/snha4py

The St. Nicolas House algorithm for python.

Primary LanguagePythonMIT LicenseMIT

snha4py

Snha4py is a Python implementation of the St. Nicholas House algorithm (Groth et al. 2019, Hermanussen et al. 2021, Hake et al. 2023). The algorithm infers a graph based on the correlation coefficient between variables of a data set. Here, the nodes and the edges would be the variables of the data set and the correlation coefficient, respectively. The correlation coefficient is evaluated in terms of association chains. Therfore, the absolute coefficient is ranked and compared pairwise. An association chain is characterized by a sequence of variables for which reversing the start and end point does not change the order of elements. These chains then build the graph.

Next, to the algorithm the package offers a variety of graph implementations, as well as a vizualization routine for the graphs and the correlation matrix.

Also, a module to create correlated data along a directed graph based on a Monte Carlo approach is included (Novine et al. 2022).

You can use the St. Nicolas House algorithm and other features of the package as a command-line interface (CLI) or you can import the package in your own code.

There is also an implementation of the SNHA in R available.

Documentation

Install

pip install snha4py
pip3 install git+https://github.com/thake93/snha4py.git --user

after the installation you should be able to run:

pip show snha4py

Create your 1st "St.
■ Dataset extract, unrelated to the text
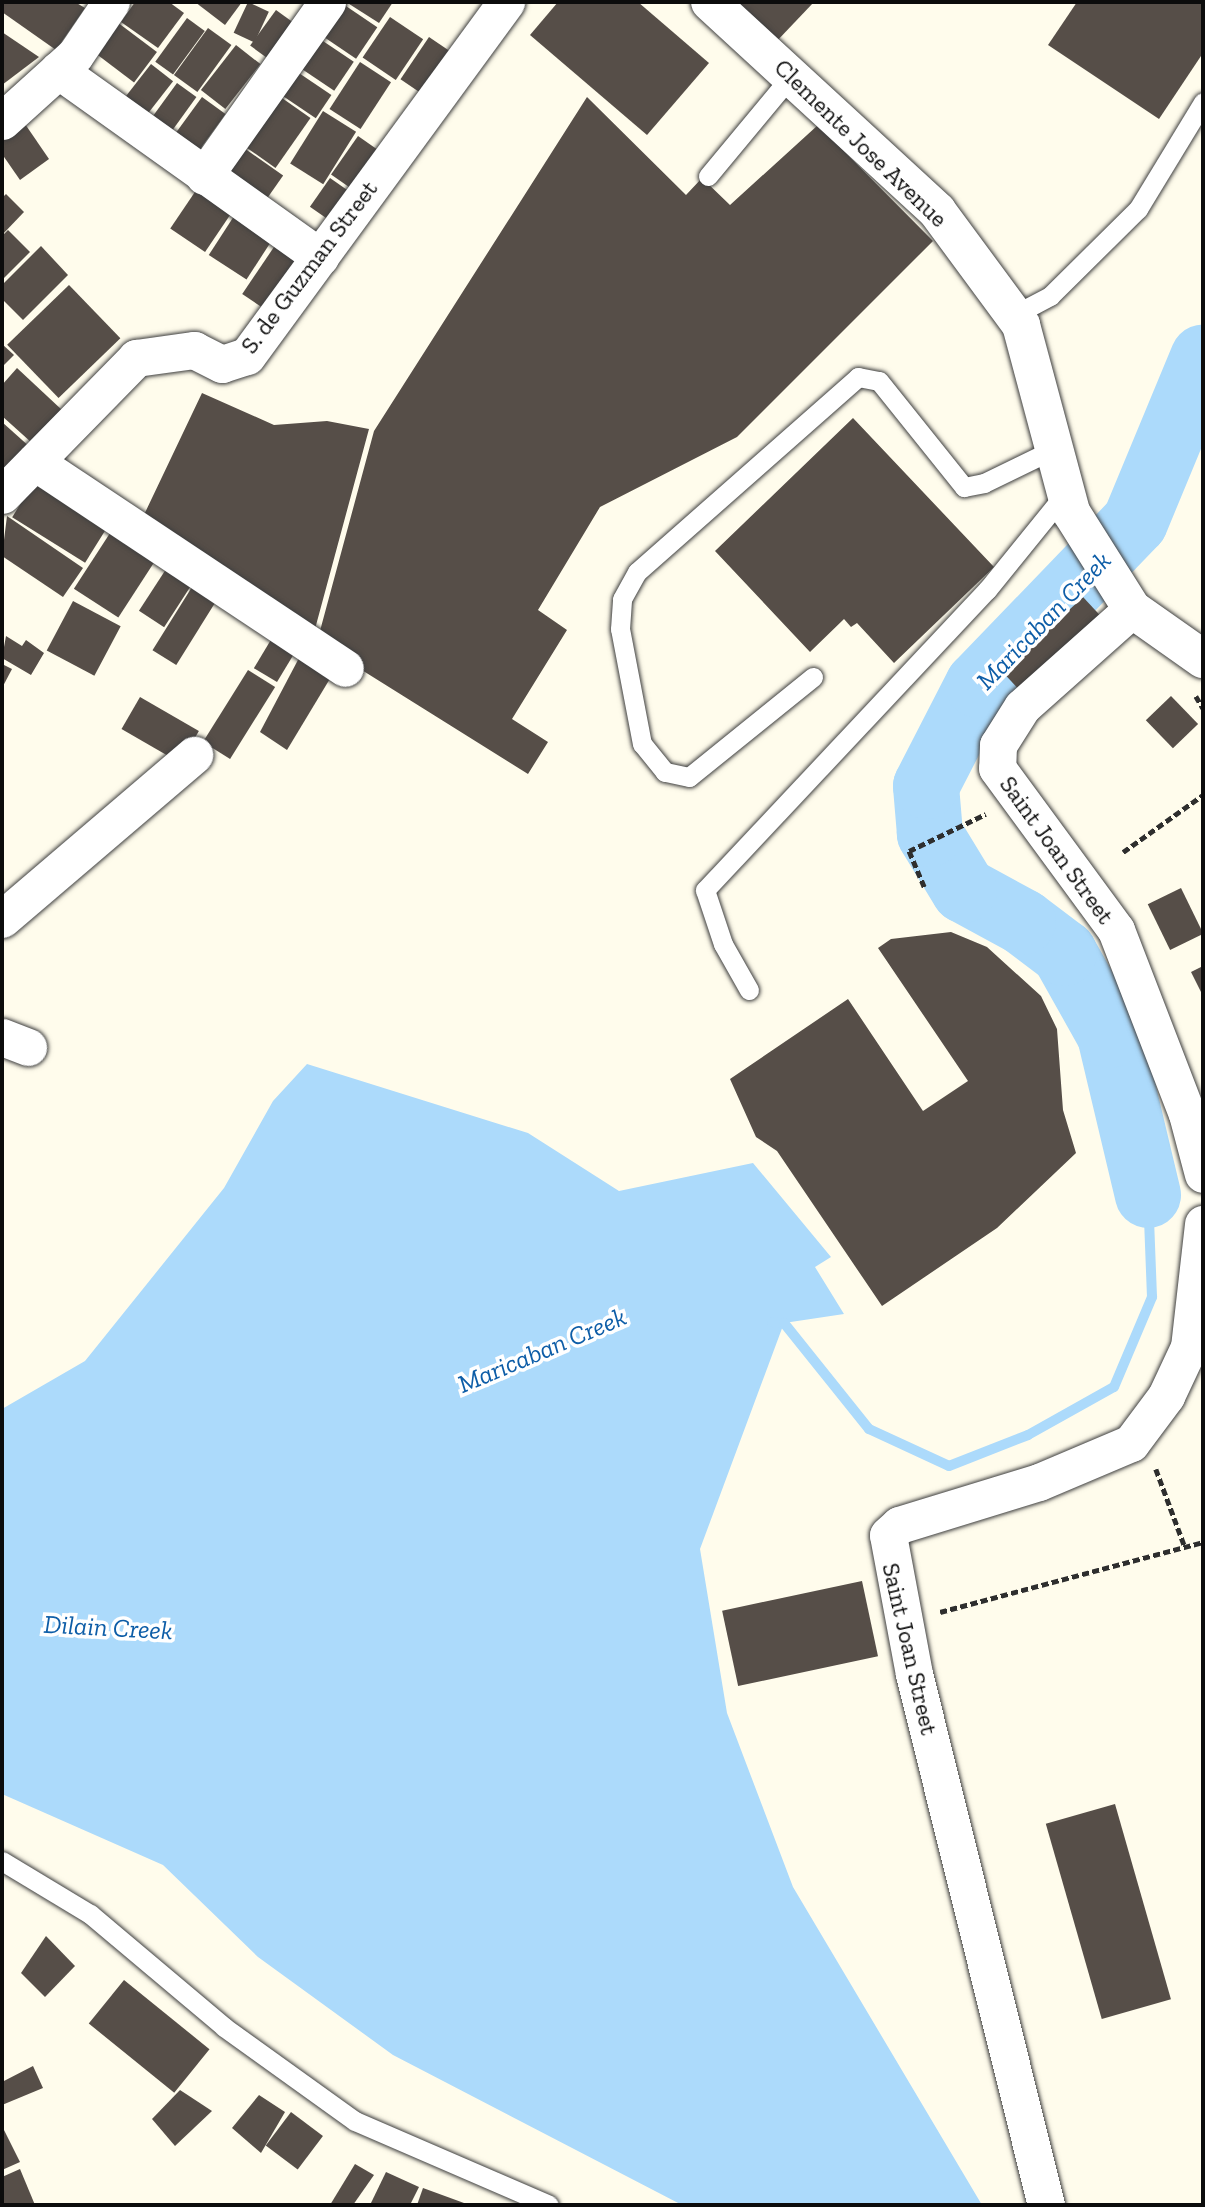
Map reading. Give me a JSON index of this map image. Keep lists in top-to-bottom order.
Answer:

Nicolas House"

Command-line interface

We start with creating a directory to store the test files.

mkdir test_snha
cd test_snha

In the first place we create test data in two steps:

  1. We create a directed graph.
python3 -m snha4py --create-graph -t werner -o werner.csv
  1. We create correlated data along the edges of the graph.
python3 -m snha4py --create-data --graph werner.csv -o data.csv --steps 25 --iterations 200 --plot

Now, we can run the algortihm to predict the graph based on the correlation of the data.

python3 -m snha4py --snha --data data.csv -o graph_pred.csv -p

Also, we are able to apply bootstrapping to increase the prediction (Hake et al. (2023)).

python3 -m snha4py --snha --data data.csv -o graph_pred_bt.csv --bootstrap -i 10 -p

Note: The result might differ from the picture below.

As import in your own code

python3
Python 3.x.xx ()

>>> from snha4py.Snha import Snha
>>> import matplotlib.pyplot as plt

>>> s = Snha()
>>> s.new_graph()
>>> s.create_corr_data(200,25)
>>> s.comp_corr(method='spearman')
>>> s.st_nich_alg()

>>> fig,ax = plt.subplots(1,3, figsize=(30,10))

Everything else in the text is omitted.